[Data extracted from a collection]
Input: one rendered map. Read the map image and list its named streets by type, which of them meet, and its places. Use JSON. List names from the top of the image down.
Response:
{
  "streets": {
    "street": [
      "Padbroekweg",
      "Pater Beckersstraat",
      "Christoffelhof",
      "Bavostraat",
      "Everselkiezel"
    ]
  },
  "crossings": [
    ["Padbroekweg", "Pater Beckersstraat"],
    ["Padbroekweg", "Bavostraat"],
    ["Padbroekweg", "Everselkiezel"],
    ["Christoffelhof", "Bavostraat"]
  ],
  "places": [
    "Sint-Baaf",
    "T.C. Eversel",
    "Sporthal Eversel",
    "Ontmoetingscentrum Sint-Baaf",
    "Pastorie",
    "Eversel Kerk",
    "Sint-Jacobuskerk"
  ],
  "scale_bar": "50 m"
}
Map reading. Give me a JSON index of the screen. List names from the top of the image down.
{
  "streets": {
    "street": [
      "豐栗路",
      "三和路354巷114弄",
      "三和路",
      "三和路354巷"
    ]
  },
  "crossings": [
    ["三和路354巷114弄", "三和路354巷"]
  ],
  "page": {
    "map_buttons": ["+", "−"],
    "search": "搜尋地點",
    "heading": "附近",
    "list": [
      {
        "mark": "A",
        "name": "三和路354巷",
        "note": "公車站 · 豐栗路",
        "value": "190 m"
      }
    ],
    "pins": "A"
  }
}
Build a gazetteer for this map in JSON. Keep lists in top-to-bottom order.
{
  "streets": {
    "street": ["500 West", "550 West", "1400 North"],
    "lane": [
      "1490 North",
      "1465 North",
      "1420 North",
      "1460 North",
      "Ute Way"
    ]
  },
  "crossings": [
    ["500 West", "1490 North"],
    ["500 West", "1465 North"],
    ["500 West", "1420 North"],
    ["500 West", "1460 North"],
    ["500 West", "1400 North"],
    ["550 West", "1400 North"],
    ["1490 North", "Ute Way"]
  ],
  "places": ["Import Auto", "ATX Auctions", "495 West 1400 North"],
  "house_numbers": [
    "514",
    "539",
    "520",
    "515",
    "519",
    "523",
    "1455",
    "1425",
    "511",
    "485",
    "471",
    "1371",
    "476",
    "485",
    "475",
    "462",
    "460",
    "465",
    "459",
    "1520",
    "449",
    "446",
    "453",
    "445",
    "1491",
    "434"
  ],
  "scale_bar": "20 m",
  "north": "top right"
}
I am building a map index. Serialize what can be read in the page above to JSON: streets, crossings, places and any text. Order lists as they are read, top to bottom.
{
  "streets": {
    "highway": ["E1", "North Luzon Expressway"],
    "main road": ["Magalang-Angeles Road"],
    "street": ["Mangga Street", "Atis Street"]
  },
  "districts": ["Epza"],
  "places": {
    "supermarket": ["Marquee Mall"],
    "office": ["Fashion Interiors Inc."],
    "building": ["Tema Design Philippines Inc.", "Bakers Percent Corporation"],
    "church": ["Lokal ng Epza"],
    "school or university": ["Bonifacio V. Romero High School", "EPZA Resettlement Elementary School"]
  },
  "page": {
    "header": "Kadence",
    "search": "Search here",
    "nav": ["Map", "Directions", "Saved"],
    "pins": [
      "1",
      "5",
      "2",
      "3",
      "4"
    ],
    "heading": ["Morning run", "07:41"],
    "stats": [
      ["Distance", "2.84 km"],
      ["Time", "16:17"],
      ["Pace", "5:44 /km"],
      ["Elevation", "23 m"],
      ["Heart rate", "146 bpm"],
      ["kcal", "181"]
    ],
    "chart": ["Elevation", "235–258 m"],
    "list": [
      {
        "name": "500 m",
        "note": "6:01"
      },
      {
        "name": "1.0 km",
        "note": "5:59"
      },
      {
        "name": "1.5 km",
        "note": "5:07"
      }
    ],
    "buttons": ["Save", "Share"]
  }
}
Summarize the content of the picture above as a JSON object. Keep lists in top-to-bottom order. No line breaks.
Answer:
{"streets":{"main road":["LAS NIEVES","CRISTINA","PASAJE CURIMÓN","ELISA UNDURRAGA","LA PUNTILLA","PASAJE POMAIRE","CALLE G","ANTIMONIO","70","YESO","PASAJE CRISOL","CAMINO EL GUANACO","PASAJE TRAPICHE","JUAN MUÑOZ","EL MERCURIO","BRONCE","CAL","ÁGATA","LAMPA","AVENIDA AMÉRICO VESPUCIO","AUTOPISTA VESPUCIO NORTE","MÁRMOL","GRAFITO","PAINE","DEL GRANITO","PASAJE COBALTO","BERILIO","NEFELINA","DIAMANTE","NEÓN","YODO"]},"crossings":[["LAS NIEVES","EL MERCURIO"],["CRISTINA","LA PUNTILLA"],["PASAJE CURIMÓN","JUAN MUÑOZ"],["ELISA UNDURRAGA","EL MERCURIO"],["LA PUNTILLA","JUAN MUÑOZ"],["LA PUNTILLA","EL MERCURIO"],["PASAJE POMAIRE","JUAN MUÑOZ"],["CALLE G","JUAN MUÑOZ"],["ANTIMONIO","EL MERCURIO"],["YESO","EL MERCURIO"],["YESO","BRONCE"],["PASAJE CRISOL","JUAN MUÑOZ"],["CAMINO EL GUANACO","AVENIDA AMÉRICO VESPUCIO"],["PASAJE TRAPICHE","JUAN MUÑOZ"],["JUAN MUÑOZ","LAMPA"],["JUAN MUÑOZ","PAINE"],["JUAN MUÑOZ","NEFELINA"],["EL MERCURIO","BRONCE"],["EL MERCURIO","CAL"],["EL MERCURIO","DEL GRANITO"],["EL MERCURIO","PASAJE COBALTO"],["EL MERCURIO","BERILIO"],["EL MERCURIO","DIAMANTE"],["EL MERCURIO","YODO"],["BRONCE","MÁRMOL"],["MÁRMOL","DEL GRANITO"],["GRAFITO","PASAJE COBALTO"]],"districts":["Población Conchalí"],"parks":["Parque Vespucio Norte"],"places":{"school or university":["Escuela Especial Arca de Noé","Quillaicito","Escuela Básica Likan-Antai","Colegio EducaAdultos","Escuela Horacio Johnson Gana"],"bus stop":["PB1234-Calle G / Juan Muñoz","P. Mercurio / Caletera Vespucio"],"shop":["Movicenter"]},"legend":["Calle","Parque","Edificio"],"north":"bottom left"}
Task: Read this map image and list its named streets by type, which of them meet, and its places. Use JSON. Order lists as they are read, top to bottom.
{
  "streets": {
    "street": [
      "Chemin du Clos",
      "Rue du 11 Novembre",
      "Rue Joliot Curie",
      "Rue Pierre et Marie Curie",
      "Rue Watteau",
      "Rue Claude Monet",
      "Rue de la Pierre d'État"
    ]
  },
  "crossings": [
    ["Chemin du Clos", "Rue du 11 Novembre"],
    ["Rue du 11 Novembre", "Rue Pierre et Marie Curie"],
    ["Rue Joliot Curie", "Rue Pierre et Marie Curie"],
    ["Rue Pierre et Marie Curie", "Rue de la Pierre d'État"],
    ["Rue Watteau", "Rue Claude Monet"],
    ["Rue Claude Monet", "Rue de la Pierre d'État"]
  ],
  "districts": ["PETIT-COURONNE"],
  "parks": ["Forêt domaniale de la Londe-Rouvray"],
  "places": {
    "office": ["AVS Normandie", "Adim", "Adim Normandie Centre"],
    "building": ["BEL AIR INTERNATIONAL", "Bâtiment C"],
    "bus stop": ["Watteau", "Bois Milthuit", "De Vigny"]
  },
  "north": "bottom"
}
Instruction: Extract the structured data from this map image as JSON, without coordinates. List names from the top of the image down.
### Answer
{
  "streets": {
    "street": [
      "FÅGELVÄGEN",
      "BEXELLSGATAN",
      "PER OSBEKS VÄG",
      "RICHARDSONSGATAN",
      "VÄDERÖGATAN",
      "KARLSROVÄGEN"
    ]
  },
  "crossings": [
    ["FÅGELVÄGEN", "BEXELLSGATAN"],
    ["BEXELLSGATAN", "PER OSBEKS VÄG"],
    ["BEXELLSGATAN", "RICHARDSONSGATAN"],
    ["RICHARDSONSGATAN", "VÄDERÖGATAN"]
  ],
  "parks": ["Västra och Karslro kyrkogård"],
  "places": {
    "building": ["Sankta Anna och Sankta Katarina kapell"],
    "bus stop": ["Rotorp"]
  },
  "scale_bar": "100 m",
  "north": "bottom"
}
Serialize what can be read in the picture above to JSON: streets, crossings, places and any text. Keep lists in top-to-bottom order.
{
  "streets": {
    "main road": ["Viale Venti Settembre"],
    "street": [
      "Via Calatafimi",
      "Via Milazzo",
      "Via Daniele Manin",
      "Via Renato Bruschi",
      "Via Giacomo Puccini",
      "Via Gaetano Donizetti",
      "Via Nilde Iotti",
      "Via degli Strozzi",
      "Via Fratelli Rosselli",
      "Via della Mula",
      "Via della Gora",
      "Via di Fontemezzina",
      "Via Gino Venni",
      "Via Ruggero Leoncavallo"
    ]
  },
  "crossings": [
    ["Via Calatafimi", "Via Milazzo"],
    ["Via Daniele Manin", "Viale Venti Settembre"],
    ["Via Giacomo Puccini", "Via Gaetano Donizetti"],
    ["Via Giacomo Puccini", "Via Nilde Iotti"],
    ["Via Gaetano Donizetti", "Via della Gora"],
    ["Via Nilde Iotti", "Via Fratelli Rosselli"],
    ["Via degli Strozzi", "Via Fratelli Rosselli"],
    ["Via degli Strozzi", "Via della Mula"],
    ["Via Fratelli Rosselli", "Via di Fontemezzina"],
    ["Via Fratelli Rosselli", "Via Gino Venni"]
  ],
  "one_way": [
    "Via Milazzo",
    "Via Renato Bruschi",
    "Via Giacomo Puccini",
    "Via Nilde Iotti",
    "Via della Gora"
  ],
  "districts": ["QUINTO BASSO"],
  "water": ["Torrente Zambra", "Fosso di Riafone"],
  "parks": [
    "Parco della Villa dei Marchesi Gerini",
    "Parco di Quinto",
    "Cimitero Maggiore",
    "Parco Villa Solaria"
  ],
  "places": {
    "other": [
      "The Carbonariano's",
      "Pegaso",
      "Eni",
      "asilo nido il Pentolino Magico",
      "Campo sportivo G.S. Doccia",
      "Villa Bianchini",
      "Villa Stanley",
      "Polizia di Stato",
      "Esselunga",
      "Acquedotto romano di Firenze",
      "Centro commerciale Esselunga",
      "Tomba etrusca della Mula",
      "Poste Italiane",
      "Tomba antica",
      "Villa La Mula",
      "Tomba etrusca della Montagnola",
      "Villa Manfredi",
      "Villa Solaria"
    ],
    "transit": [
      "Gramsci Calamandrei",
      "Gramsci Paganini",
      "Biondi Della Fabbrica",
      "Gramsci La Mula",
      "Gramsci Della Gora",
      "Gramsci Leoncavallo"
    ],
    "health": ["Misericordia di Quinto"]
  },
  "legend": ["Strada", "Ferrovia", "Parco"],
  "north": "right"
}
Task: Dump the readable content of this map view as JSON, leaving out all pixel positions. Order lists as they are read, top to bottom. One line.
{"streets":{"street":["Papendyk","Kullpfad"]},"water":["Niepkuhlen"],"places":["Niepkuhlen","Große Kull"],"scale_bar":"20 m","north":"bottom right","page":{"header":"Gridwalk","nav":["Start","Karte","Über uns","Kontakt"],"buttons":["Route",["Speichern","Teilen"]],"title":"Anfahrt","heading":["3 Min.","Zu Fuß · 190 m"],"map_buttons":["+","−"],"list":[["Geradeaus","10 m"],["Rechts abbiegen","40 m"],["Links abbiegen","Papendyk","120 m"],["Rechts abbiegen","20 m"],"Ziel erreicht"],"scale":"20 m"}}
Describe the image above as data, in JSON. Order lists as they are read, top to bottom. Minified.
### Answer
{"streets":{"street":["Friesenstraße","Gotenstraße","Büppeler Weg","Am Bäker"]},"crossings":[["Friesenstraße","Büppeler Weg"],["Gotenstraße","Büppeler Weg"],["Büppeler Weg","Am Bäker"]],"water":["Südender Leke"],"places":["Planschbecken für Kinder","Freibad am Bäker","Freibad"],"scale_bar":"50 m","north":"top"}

Problem to work on: A complete answer reproduces every line of the records in which the word "Everselkiezel" occurs.

Completed exercise:
      "Everselkiezel"
    ["Padbroekweg", "Everselkiezel"],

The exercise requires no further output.